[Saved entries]
▽

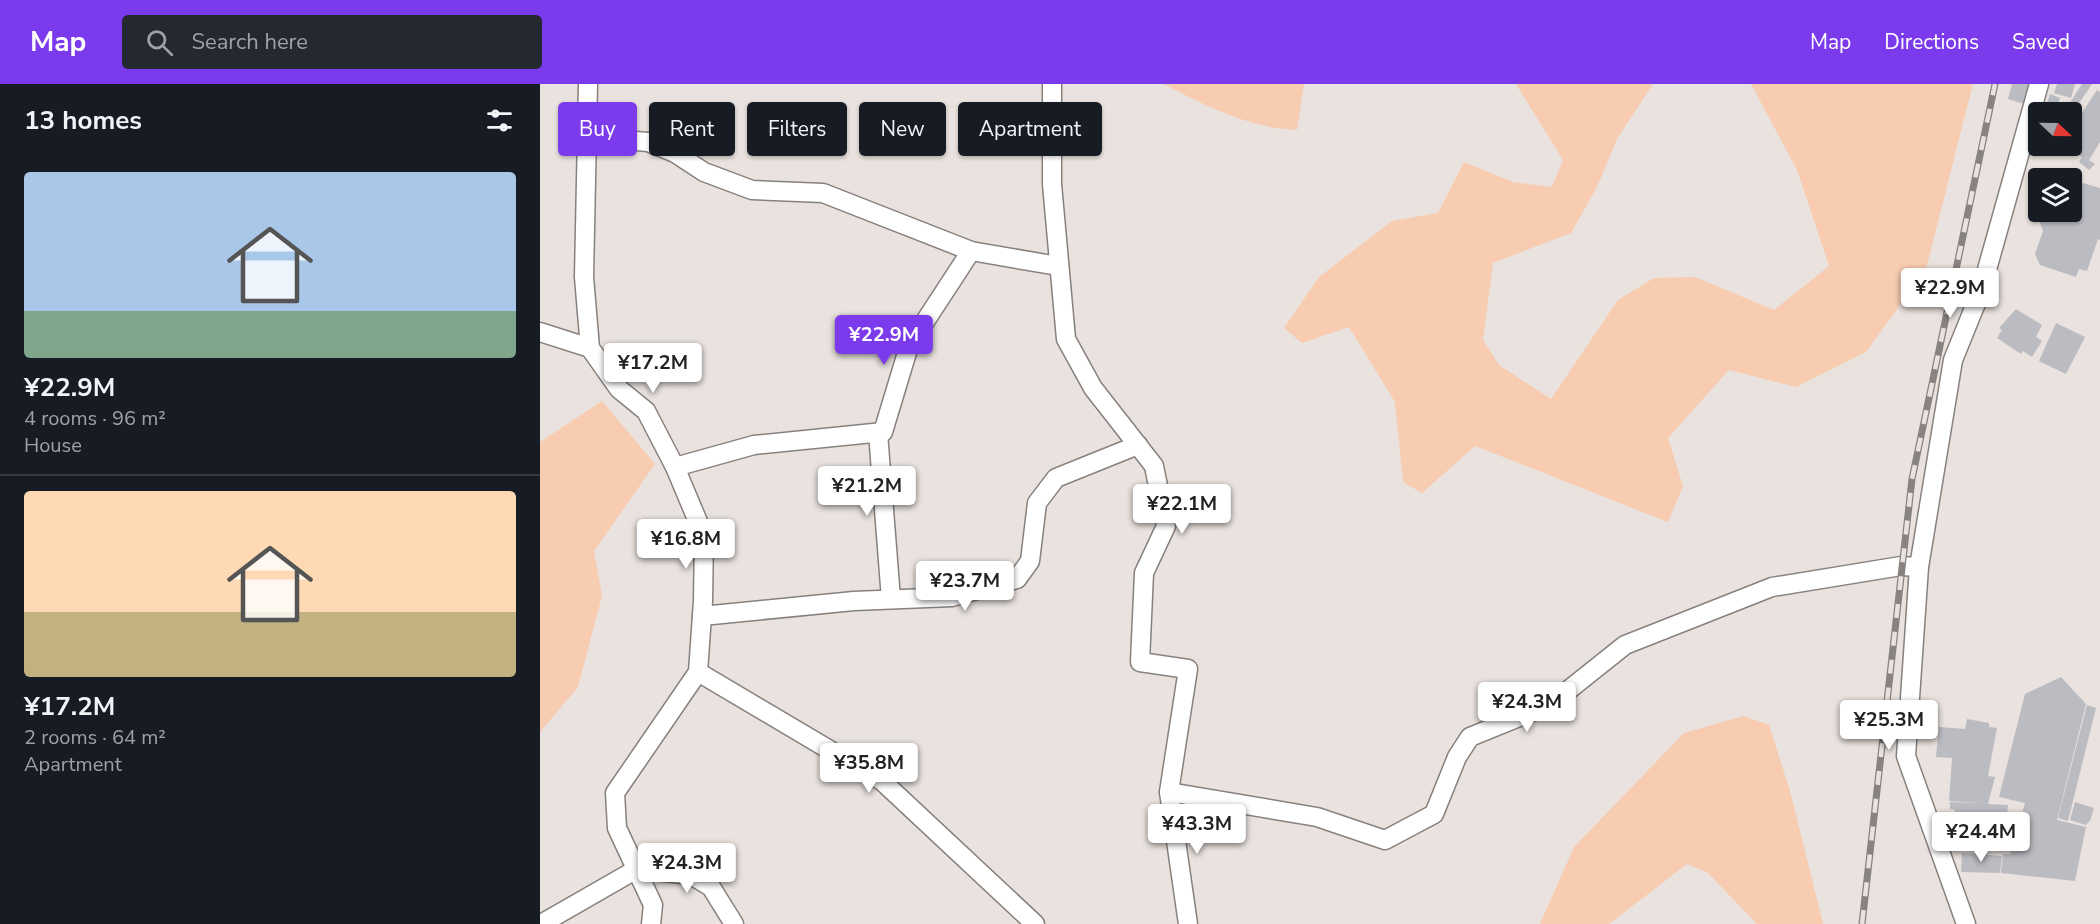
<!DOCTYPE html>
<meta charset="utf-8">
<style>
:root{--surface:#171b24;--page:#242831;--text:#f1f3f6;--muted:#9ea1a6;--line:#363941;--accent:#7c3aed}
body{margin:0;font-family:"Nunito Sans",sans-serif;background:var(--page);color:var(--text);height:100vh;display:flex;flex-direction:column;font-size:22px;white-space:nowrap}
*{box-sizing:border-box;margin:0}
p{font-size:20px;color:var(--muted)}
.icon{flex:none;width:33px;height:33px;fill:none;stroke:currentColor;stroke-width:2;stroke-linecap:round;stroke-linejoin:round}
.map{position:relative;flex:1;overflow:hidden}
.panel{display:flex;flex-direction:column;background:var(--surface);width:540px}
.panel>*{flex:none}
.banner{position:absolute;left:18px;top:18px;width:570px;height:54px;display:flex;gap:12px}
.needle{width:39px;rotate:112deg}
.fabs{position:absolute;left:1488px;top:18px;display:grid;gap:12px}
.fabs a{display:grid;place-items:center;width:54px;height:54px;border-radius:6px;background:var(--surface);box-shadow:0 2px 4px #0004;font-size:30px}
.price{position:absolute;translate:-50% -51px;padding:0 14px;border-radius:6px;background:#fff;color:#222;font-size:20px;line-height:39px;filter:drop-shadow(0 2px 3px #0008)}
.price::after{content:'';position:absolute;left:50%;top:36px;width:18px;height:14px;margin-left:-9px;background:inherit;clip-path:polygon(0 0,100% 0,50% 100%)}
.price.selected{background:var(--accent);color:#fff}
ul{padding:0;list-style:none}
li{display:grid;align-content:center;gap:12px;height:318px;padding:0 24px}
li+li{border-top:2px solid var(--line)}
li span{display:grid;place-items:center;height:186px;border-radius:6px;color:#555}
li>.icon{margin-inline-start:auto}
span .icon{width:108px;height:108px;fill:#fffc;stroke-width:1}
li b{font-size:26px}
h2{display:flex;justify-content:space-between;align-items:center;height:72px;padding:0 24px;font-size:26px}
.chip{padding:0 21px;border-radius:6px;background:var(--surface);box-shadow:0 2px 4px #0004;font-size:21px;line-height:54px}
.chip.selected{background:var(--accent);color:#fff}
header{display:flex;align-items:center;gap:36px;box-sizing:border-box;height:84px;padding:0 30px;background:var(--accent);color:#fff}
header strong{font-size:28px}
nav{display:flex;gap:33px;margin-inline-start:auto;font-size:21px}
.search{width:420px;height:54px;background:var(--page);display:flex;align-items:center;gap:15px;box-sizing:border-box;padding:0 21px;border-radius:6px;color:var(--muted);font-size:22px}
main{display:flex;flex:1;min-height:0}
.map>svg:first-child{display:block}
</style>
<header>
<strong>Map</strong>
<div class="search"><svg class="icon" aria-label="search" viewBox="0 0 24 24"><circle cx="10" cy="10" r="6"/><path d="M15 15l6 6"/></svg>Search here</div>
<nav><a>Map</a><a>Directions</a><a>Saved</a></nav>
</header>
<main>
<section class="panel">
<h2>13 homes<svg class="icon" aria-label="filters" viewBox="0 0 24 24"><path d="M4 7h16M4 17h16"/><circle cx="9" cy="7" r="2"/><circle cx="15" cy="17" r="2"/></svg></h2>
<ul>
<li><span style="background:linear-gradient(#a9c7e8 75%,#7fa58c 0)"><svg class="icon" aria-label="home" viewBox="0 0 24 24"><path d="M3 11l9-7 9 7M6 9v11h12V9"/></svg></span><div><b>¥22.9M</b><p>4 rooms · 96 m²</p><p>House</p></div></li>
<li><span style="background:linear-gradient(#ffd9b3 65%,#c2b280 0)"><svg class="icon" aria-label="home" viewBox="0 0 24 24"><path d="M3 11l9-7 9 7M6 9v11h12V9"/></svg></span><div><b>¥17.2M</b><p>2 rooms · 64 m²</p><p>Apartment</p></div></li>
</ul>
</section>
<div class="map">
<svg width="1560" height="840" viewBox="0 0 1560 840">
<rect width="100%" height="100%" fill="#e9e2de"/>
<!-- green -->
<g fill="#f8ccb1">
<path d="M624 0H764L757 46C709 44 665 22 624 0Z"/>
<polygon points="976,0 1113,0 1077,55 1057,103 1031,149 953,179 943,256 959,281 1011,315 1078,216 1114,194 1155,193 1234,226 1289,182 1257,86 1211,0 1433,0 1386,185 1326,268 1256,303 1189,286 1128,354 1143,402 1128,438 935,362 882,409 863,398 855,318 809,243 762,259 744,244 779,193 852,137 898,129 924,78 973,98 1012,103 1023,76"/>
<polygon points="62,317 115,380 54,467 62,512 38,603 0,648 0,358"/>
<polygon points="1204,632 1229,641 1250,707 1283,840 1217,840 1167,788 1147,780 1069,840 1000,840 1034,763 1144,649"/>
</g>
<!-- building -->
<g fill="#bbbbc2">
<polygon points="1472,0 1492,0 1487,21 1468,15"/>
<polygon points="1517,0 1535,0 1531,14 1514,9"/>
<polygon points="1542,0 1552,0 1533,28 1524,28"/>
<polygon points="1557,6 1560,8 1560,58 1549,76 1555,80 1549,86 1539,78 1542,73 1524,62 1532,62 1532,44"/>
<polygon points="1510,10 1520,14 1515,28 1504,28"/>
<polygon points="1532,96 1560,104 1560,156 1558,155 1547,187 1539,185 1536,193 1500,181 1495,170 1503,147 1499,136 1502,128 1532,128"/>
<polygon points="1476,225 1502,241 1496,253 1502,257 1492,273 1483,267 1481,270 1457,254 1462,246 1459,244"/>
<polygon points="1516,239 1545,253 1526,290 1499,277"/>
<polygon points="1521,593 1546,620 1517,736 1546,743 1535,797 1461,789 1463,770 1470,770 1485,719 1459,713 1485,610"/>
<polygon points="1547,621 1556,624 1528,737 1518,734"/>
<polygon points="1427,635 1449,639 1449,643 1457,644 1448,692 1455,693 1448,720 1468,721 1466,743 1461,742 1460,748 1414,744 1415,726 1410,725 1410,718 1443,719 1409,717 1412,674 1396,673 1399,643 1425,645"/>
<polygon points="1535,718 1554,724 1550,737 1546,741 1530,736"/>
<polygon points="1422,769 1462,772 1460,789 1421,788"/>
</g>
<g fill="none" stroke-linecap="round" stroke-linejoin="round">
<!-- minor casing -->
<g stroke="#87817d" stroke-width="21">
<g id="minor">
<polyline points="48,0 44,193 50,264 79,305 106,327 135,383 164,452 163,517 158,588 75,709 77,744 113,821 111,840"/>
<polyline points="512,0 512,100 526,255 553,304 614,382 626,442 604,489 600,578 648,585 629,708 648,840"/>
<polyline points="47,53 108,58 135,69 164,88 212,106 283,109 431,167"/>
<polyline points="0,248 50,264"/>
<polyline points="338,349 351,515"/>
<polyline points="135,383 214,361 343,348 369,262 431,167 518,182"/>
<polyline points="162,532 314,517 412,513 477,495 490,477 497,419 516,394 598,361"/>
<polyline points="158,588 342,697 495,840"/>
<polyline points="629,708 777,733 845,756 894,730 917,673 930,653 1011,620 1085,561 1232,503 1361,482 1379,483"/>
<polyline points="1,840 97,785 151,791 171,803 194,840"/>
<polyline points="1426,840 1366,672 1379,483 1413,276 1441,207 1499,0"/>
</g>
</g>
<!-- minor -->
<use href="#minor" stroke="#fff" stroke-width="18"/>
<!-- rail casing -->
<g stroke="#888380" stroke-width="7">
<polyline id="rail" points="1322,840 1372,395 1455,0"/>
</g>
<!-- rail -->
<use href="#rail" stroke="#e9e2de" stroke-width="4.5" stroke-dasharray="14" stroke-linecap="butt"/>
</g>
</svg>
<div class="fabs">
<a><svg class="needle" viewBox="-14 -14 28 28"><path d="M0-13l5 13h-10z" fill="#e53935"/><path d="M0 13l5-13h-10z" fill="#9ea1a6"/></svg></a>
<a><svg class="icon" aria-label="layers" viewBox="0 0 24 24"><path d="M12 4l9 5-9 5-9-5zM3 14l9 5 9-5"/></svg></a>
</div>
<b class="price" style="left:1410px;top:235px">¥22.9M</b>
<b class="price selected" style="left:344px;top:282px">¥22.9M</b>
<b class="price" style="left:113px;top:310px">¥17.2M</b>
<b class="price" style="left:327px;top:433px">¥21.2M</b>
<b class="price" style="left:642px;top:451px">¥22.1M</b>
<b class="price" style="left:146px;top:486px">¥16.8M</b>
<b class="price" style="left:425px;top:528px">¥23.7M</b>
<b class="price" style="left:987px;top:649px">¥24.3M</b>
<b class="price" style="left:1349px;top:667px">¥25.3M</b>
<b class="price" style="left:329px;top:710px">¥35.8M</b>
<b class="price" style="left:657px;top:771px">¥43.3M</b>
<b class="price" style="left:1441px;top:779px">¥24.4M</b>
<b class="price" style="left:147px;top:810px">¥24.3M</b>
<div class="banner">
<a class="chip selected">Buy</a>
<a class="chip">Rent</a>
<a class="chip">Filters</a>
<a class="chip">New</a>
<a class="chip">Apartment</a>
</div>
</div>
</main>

△
▽

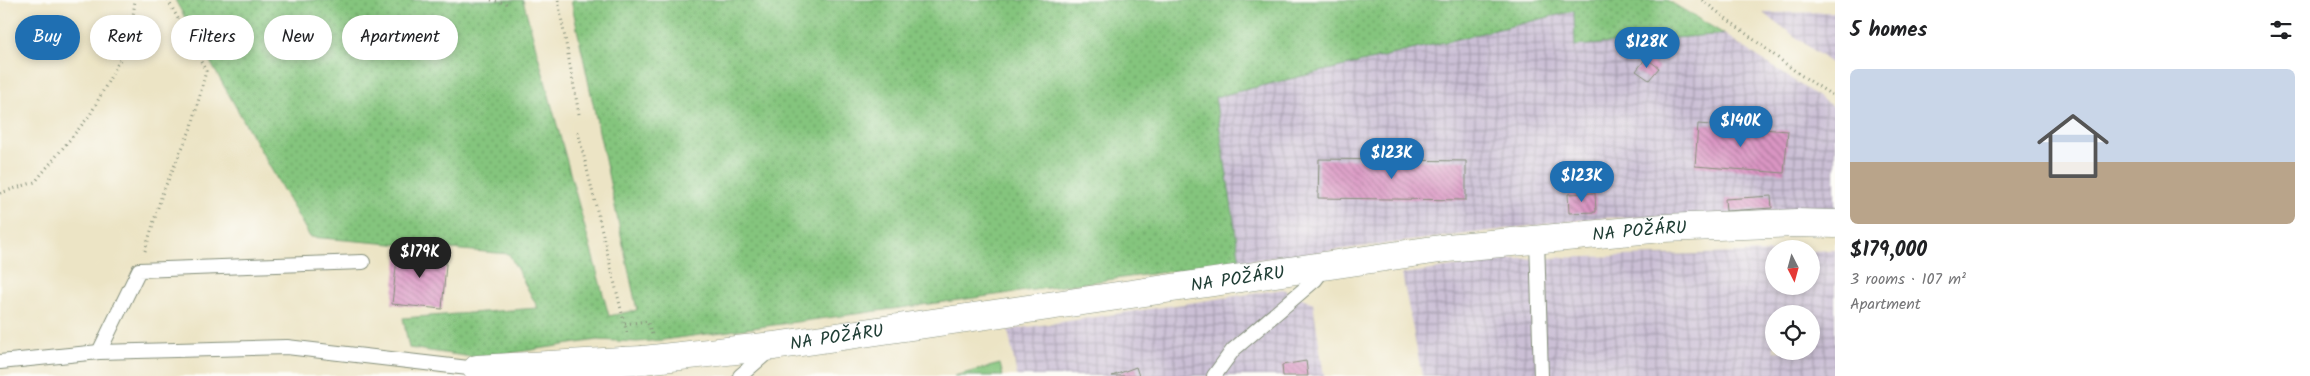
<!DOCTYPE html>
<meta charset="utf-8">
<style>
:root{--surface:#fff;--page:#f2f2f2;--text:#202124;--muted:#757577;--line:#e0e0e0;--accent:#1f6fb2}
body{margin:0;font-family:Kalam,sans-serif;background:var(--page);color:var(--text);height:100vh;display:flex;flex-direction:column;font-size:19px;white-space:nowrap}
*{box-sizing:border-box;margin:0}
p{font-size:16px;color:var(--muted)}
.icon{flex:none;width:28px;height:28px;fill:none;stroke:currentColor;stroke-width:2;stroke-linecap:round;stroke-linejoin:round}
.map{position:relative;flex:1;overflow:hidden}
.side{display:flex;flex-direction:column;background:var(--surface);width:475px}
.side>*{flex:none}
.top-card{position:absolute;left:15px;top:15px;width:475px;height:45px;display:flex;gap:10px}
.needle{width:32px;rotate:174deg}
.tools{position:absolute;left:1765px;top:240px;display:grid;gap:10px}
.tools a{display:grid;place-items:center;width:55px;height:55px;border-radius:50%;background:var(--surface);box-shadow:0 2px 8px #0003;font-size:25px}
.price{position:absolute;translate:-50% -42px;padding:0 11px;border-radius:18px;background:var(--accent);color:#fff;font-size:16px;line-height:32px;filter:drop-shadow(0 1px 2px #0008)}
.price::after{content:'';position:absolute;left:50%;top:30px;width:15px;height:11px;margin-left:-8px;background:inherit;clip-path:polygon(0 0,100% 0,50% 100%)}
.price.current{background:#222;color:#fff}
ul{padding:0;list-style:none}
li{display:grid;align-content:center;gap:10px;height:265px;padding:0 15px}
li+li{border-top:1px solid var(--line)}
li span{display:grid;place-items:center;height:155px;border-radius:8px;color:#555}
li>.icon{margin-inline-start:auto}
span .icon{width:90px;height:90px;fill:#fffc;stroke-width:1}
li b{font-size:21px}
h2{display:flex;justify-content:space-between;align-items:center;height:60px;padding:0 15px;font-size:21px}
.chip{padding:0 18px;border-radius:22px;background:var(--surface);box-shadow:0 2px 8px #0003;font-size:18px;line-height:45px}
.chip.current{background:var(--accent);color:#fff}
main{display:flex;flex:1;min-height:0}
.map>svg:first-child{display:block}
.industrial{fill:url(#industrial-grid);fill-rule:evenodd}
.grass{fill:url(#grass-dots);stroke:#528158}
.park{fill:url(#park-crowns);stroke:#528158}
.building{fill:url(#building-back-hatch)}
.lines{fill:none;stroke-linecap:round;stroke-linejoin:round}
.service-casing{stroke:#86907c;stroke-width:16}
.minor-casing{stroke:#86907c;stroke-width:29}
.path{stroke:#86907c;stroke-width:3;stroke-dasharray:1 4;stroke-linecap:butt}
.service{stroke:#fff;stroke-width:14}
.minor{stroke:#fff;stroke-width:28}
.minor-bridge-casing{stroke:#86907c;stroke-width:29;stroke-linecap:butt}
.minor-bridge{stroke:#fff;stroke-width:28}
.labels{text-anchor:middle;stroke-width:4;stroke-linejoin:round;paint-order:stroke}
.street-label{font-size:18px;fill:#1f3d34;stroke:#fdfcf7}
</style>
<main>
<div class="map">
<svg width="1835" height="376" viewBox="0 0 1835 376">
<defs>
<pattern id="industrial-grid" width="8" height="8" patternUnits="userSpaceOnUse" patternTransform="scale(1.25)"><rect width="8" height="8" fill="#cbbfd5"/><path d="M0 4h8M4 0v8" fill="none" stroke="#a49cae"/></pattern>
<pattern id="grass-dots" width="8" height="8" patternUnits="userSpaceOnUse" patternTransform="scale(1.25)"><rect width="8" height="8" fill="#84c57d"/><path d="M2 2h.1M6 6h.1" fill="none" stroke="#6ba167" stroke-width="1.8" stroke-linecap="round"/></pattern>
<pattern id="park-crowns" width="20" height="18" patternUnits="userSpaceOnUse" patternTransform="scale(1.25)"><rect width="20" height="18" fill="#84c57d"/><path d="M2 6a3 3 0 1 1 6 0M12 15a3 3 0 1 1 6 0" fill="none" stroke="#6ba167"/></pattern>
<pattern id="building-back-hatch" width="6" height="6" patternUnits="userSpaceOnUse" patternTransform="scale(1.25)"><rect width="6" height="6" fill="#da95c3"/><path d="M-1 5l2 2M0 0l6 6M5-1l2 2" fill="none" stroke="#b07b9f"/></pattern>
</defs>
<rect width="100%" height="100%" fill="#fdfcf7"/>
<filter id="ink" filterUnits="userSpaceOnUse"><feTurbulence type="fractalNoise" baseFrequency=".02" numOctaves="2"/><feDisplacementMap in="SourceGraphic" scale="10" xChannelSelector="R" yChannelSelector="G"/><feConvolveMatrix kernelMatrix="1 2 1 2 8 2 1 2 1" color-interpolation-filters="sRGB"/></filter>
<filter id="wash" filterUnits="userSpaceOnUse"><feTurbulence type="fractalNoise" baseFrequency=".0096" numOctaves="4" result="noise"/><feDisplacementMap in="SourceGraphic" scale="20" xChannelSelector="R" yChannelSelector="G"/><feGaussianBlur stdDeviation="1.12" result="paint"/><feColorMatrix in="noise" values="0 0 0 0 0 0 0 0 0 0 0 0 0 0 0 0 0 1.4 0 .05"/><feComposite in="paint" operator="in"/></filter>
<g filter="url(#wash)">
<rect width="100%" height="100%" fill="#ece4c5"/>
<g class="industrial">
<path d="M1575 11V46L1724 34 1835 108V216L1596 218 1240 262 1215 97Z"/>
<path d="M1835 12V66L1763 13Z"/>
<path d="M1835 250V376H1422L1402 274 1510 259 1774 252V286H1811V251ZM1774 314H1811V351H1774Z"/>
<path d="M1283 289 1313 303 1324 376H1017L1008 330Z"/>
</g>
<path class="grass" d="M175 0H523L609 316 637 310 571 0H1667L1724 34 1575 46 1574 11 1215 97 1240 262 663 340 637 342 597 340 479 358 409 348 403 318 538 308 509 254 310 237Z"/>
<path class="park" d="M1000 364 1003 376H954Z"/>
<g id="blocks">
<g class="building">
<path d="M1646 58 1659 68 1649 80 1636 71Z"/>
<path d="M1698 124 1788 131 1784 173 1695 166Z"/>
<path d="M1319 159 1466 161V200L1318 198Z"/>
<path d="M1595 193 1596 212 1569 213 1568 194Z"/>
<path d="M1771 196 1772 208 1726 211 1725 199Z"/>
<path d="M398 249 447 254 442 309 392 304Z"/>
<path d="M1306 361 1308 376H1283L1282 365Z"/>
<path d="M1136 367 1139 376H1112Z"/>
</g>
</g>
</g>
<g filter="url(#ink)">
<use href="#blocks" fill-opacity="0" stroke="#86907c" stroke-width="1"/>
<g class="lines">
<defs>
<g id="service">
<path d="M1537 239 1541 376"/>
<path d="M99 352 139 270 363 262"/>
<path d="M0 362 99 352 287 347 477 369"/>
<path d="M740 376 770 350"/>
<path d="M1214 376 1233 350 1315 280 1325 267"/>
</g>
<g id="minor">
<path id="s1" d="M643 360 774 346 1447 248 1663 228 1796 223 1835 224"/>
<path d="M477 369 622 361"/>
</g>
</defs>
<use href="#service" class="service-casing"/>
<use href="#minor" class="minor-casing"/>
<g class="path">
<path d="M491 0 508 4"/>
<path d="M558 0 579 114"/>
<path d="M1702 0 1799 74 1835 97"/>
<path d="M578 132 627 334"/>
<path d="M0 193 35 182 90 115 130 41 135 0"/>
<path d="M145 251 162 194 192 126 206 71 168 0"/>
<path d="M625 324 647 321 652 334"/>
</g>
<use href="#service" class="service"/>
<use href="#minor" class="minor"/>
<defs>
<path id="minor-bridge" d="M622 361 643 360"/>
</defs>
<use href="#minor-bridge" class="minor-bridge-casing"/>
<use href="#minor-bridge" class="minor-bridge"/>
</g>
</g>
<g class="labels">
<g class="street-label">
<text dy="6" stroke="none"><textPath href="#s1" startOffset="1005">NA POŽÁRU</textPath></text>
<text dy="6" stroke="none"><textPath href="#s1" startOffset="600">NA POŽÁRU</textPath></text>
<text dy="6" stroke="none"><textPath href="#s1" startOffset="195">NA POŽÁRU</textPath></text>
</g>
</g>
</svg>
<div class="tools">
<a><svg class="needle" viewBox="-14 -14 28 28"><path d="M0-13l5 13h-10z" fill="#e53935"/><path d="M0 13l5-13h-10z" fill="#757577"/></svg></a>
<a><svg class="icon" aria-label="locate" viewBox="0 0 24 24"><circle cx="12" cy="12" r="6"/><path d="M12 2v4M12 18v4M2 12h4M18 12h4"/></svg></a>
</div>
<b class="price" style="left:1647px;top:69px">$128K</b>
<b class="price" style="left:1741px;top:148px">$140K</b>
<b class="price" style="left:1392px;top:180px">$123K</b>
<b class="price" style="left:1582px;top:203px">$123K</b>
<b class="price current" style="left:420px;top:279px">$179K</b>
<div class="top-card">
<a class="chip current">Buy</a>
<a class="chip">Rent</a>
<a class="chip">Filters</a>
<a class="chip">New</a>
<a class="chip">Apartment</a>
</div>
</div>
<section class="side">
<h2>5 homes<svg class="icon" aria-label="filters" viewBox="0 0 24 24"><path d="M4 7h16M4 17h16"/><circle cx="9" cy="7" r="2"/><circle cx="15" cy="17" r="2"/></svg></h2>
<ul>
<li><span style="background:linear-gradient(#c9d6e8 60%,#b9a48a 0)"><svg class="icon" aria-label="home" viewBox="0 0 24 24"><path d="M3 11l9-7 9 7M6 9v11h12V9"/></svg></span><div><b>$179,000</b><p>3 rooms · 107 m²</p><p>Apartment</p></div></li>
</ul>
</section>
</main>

△

PROBLEM TO WORK ON: What lines in the data above carry "strong"? Return them all.

SOLUTION TO THIS PROBLEM:
header strong{font-size:28px}
<strong>Map</strong>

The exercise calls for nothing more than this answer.